(Data for processing begins)
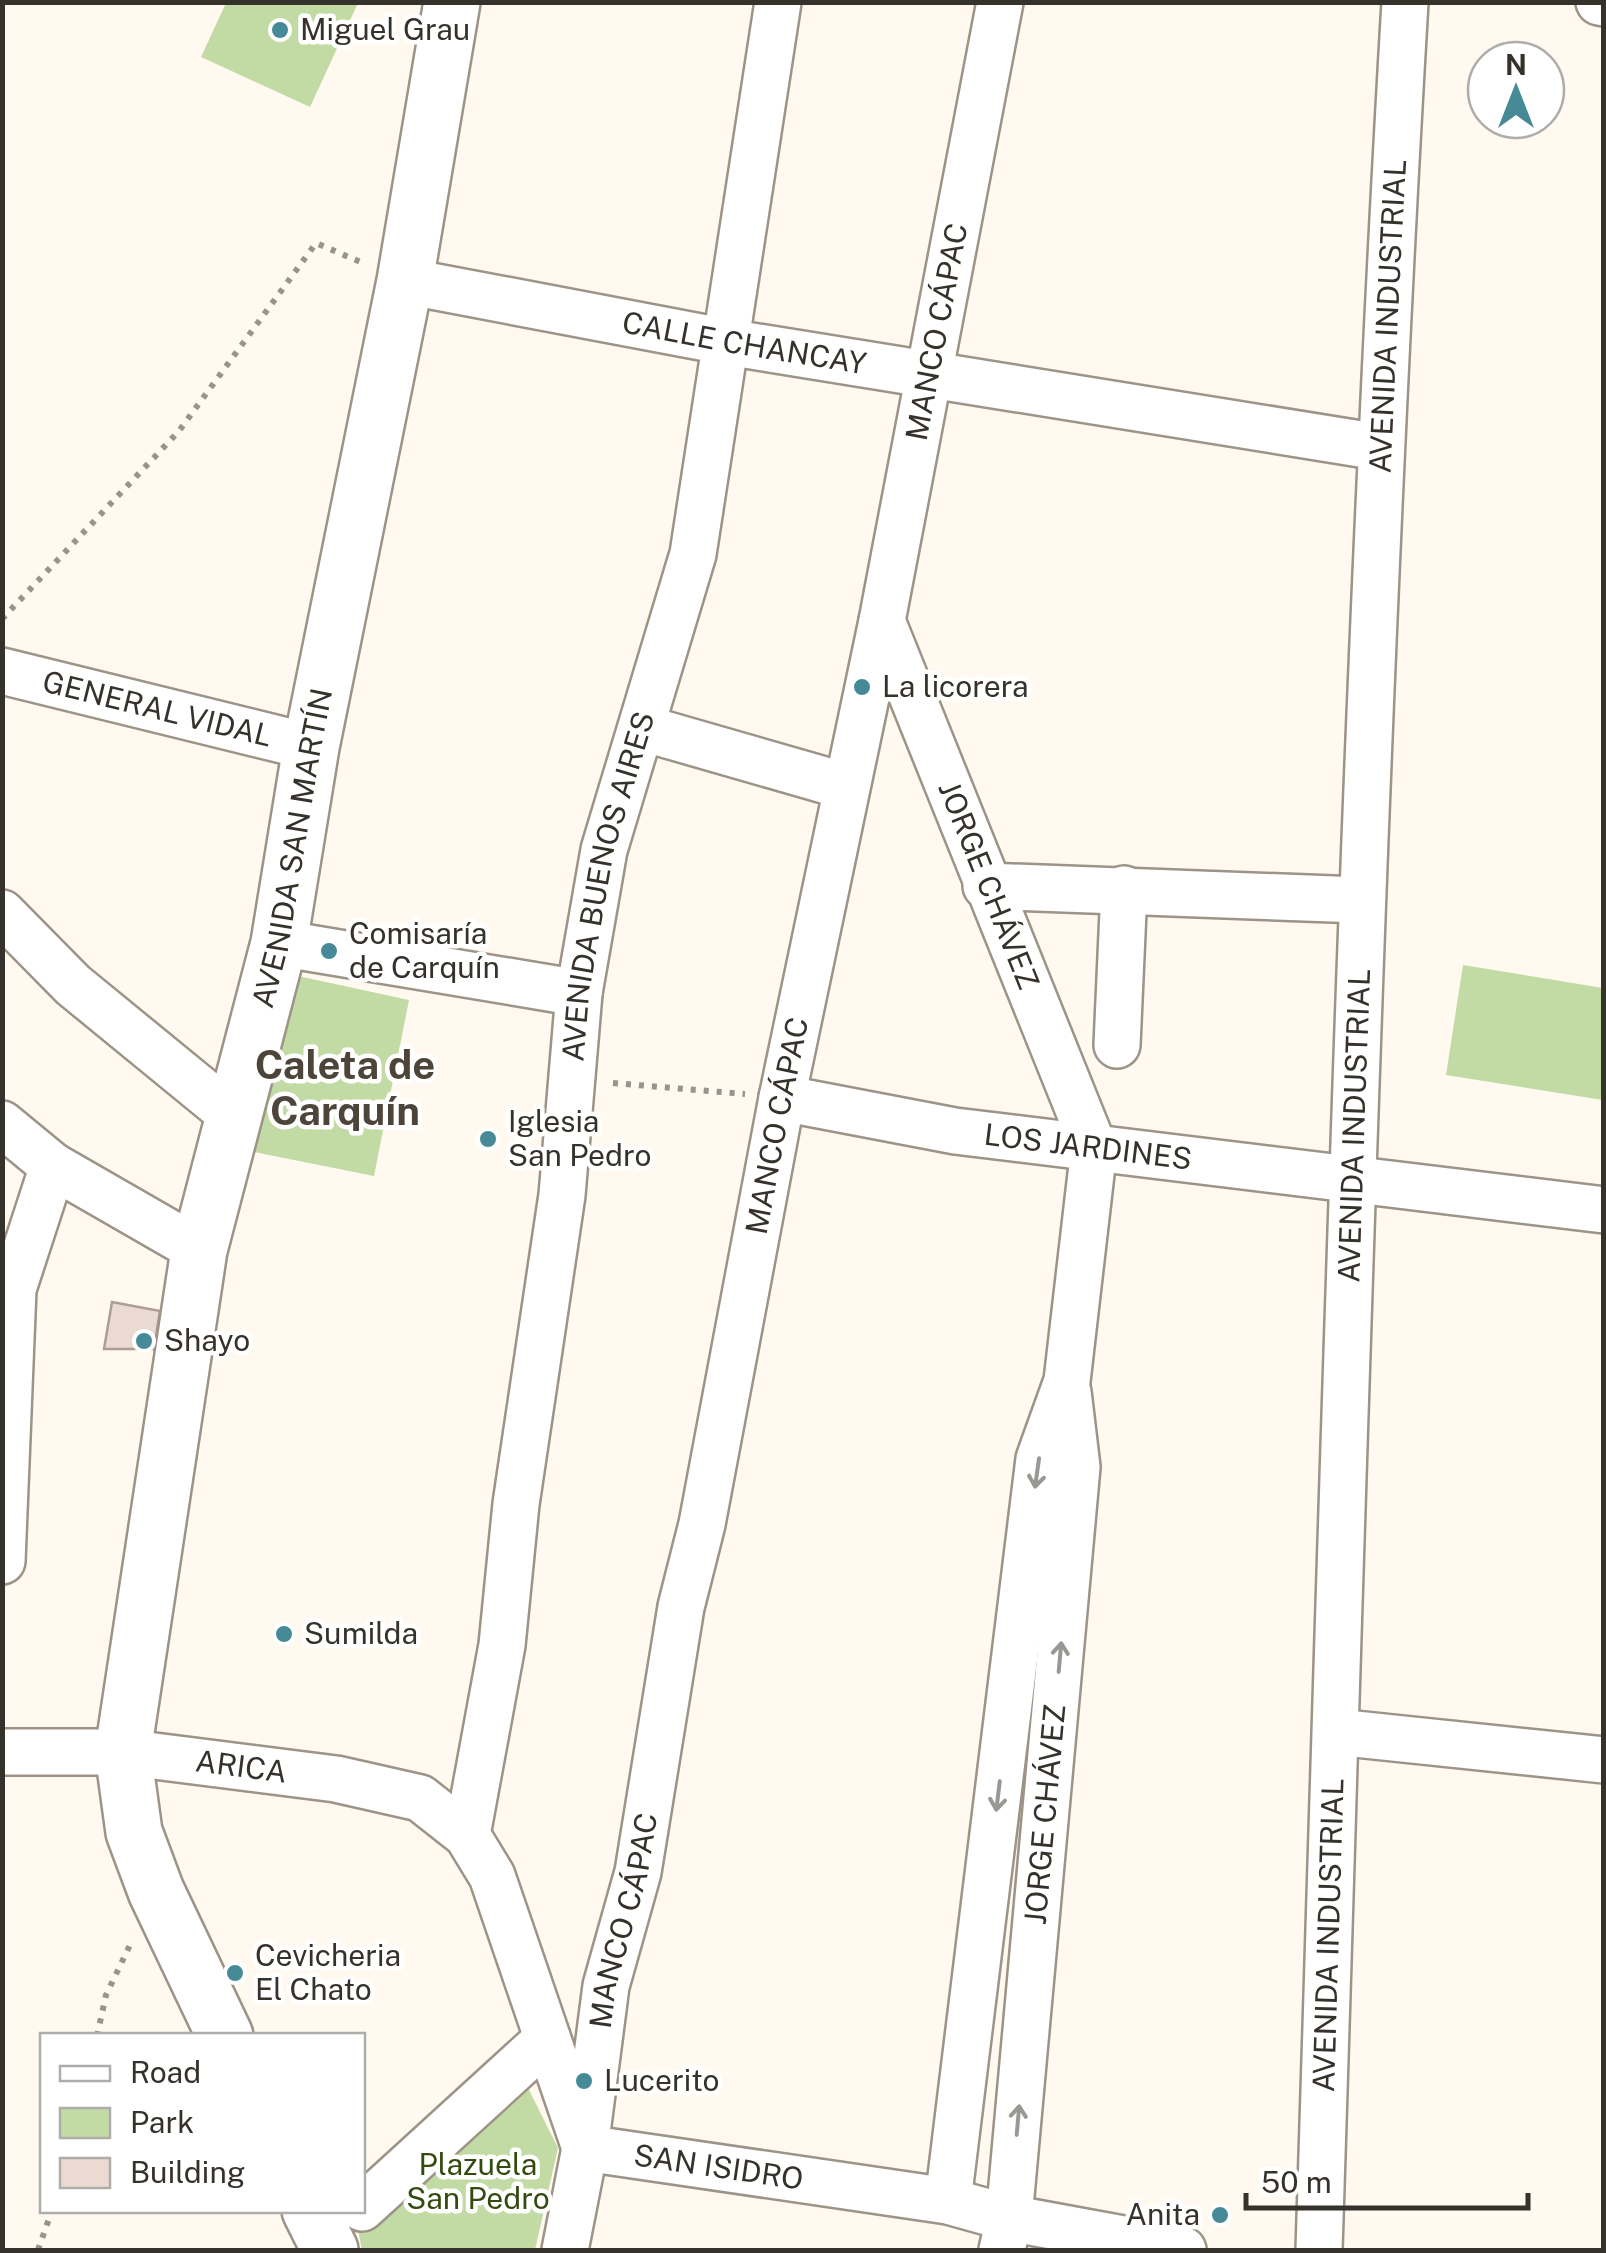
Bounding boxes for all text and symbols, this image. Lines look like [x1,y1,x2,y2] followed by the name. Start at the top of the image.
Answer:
[300,11,470,47] place label: Miguel Grau
[269,19,291,41] marker: Miguel Grau
[1466,40,1566,140] north arrow
[1505,48,1527,81] text: N
[1361,158,1413,474] street label: AVENIDA INDUSTRIAL
[898,220,974,443] street label: MANCO CÁPAC
[619,304,869,381] street label: CALLE CHANCAY
[39,663,276,754] street label: GENERAL VIDAL
[882,668,1029,704] place label: La licorera
[851,676,873,698] marker: La licorera
[244,685,339,1012] street label: AVENIDA SAN MARTÍN
[554,707,662,1063] street label: AVENIDA BUENOS AIRES
[931,776,1047,994] street label: JORGE CHÁVEZ
[349,915,500,985] place label: Comisaría de Carquín
[318,940,340,962] marker: Comisaría de Carquín
[1330,968,1377,1283] street label: AVENIDA INDUSTRIAL
[738,1014,815,1237] street label: MANCO CÁPAC
[255,1041,435,1134] district label: Caleta de Carquín
[508,1103,652,1173] place label: Iglesia San Pedro
[982,1116,1194,1177] street label: LOS JARDINES
[477,1128,499,1150] marker: Iglesia San Pedro
[164,1322,250,1358] place label: Shayo
[133,1330,155,1352] marker: Shayo
[1028,1456,1046,1489] one-way arrow
[304,1615,418,1651] place label: Sumilda
[273,1623,295,1645] marker: Sumilda
[1050,1642,1069,1674] one-way arrow
[1017,1703,1072,1926] street label: JORGE CHÁVEZ
[193,1742,289,1790] street label: ARICA
[1305,1777,1351,2093] street label: AVENIDA INDUSTRIAL
[988,1779,1007,1811] one-way arrow
[582,1810,664,2030] street label: MANCO CÁPAC
[255,1937,401,2007] place label: Cevicheria El Chato
[224,1962,246,1984] marker: Cevicheria El Chato
[40,2033,365,2213] legend
[130,2054,201,2090] text: Road
[604,2062,719,2098] place label: Lucerito
[573,2070,595,2092] marker: Lucerito
[130,2104,194,2140] text: Park
[1009,2105,1028,2137] one-way arrow
[632,2136,806,2197] street label: SAN ISIDRO
[406,2146,550,2216] park label: Plazuela San Pedro
[1246,2148,1528,2210] scale bar
[130,2154,245,2190] text: Building
[1261,2164,1332,2200] text: 50 m
[1126,2196,1200,2232] place label: Anita
[1209,2204,1231,2226] marker: Anita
(Data for processing ends)
• **Problem statement**: Look through the entries and return every line where "Anita" appears.

• **Answer to the problem**:
[1126,2196,1200,2232] place label: Anita
[1209,2204,1231,2226] marker: Anita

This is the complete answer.